Tenho procurado, a partir dessa fase da vida, qualificar as minhas buscas por coisas que me deem satisfação pessoal.

 O que fiz na vida e da vida foi além das minhas expectativas, principalmente para uma pessoa que pouco planejou os passos e/ou traçou metas e objetivos claros. A minha busca permanente tinha um alvo definido: a política, a militância política de esquerda.

Nunca me imaginei patrão. E cada vez menos possibilidades terei de me estabelecer como empresário, em nenhuma das condições: grande, médio, pequeno ou micro. Penso ter dirigido as melhores energias – desde a juventude até a década de 1990 – com o fim específico de quem trabalhava em jornadas full time na organização do Partido Comunista Brasileiro (PCB), em Alagoas. Havia me tornado um revolucionário em tempo integral, na mais ampla acepção da palavra e com a significação histórica que o termo teve no movimento comunista internacional.

Esse período, costumo dizer, foi o mais importante da minha vida, pois foi nele que aprendi tudo ou quase tudo do pouco que sei. E inegavelmente o PCB serviu de universidade em minha formação como cidadão, além de me ter facultado a convivência cotidiana com homens e mulheres, muitos deles operários ou de origem operária, trabalhadores de diversos ofícios, intelectuais, jornalistas e professores universitários.

           A pluralidade de classe existente no PCB e o sentido cultivado de pertencimento a uma organização com laços fraternos e internacional, transmitido de uma geração para outra, mudaram radicalmente a minha percepção de mundo.

Essas pessoas com quem convivi e em que procurei me espelhar foram e continuarão a ser os meus verdadeiros mestres. Eram pessoas sofridas, pobres e que sobreviviam com pequenas aposentadorias obtidas depois de décadas de trabalho penoso como operários, mas que pelos exemplos cotidianos de abnegação e pela firmeza de princípios ideológicos, transformaram-se para mim em paradigmas.

Lembrei-me do texto “O Povo”, do grande escritor português Eça de Queirós, que diz: “[...] Estes homens vivem nas fábricas, pálidos, doentes, sem família, sem doces noites, sem um olhar amigo que os console, sem ter o repouso do corpo e a expansão da alma, e fabricam o linho, o pano, a seda, os estofos [...]”.

Homens e mulheres com quem convivi e de que privei da amizade, além do companheirismo. Gente como o motorista de ônibus Rubens Colaço; o operário tecelão José Graciano dos Santos; o arrumador portuário Mário Correia da Silva; o garçom Evaldo Nunes de Oliveira; o mecânico de fogão Gilberto Soares Pinto.
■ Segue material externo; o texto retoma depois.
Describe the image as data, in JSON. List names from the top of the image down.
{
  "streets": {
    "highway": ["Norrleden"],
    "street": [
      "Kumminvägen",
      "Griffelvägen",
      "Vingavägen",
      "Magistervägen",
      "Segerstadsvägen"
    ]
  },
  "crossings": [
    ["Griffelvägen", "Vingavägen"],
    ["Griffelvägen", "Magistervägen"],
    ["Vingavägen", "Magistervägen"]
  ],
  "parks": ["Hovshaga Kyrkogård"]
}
Outros, nem sequer os conheci pessoalmente, como Jayme Miranda, mas aprendi a admirá-los através dos relatos dos velhos militantes.
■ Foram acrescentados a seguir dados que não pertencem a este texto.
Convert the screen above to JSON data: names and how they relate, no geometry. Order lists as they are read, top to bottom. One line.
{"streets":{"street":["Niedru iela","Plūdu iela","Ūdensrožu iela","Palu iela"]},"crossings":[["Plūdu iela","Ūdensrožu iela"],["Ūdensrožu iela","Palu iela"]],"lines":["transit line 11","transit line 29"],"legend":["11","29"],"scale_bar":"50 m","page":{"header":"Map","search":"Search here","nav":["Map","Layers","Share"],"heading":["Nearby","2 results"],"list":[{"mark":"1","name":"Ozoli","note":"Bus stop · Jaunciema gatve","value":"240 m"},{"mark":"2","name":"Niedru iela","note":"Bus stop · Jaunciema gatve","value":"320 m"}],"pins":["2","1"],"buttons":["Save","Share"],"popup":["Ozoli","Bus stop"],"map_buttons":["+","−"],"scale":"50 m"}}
           O sonho acalentado de um Partido Comunista dirigente das grandes massas esvaiu-se. O fenecer de uma existência heroica me levou às lágrimas muitas vezes. Menos mal; sei de companheiros que perderam o prumo.

A minha trajetória de vida é insignificante diante de centenas de milhares de vidas dilaceradas nas masmorras, nas intermináveis sessões de tortura, e dos inúmeros assassinatos e dos que não tiveram o direito sagrado de ser enterrados dignamente, sendo declarados “desaparecidos políticos”.

Essa atrocidade, o deputado Alencar Furtado (MDB-PR) sentenciou como se fossem “filhos órfãos de pais vivos – quem sabe – mortos, talvez. Viúvas do quem sabe ou do talvez”.

Mais das vezes me surpreendo a refletir sobre o que o historiador Dirceu Lindoso anotou no prefácio do meu livro Caderno da Militância: “O sonho é um só, dividido em várias versões. A urgência do socialismo acabou. Mas não sua caminhada”.

A caminhada deve ser realizada para aprofundar a democracia. Isso, dito desta maneira, me parece ter outro significado, ainda pouco visível: com a democracia sendo apropriada pelas camadas e classes subalternas, o seu conteúdo será modificado e os valores mais significativos, não apenas o voto, que é o mais visível e conhecido, sofrerão transformações qualitativas.

O samba de Paulo Vanzolini diz tudo: “Reconhece a queda/ E não desanima/ Levanta, sacode a poeira/ E dá a volta por cima”.

O mundo mudou e eu, claro, mudei junto. Os caminhos abertos têm sido maiores que simples veredas. E os desafios pessoais que se apresentaram, enfrentei-os. Sem nunca ter sido professor de alfabetização de adultos ou mesmo de crianças, na luta pela sobrevivência aceitei esse desafio: foi um dos meus trabalhos, o primeiro em São Paulo.

Esse talvez tenha sido um dos grandes momentos de minha vida. A participação num projeto como o Movimento de Alfabetização de Adultos (Mova). Trabalhei no quinto subsolo do Citibank, na avenida Paulista. As duas turmas de trabalhadores-estudantes, todos nordestinos, sem que eu percebesse contribuíram para a minha adaptação em São Paulo. A vitória se concretizou quando, após 12 meses, todos foram alfabetizados.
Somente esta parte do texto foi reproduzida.